The Binance founder once again called out the publication for negatively framing his advisory efforts. CZ continues to stress that several media outlets take his remarks out of context to drive breaking news.
In recent months, CZ has been actively advising the government on crypto policies and digital asset regulations. This month alone, he advised Kyrgyzstan on building its crypto hub and joined the Pakistan crypto council.
Earlier this week, he met with the Prime Minister of Malaysia to “discuss [the country’s] potential to become a major hub” for crypto.
This particular meeting was the center of Bloomberg’s report today, framing the regulatory efforts in a negative context.

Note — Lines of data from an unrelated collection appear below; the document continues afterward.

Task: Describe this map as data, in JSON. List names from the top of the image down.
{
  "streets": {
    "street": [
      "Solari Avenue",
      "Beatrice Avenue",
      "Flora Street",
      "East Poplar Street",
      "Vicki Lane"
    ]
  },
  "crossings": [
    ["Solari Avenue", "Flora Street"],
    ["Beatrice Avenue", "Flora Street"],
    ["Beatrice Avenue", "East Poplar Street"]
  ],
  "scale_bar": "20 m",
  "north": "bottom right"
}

Specifically, the article repeatedly called attention to his prison stint for money laundering charges, which he pleaded guilty to. It mentioned his criminal past several times in addition to previous reprimands from regulators.
In other words, several US-based media outlets find it ironic that CZ influences crypto laws due to his struggles with the legal system.
However, his actual advice is pretty standard. As a major crypto leader, it’s unsurprising that CZ advocates for balanced or even loose regulation.
Bloomberg also quoted a few of CZ’s comments at various public appearances, which he claims were taken out of context. For example, it referred to a Q&A about Giggle Academy.
Giggle is a non-profit online education platform that helps youths in emerging markets find employment. When asked about concerns of promoting child labor, he responded:
“I’ve got to be careful on this one. We don’t want to violate any laws about working age. Giggle doesn’t offer a job market on the platform today, but it plans to in the future. We are also willing to work with labor ministries to review or at least explore what’s the right working age for kids,” CZ said.
CZ called this quote a joke, chiding the publication for focusing on it instead of the talk’s main points. Giggle has enrolled over 28,000 children, he claimed.
The article paints his activities in a dark light by constantly referring to his criminal conviction and pairing this remark about “working with labor ministries” with his efforts advising government policy.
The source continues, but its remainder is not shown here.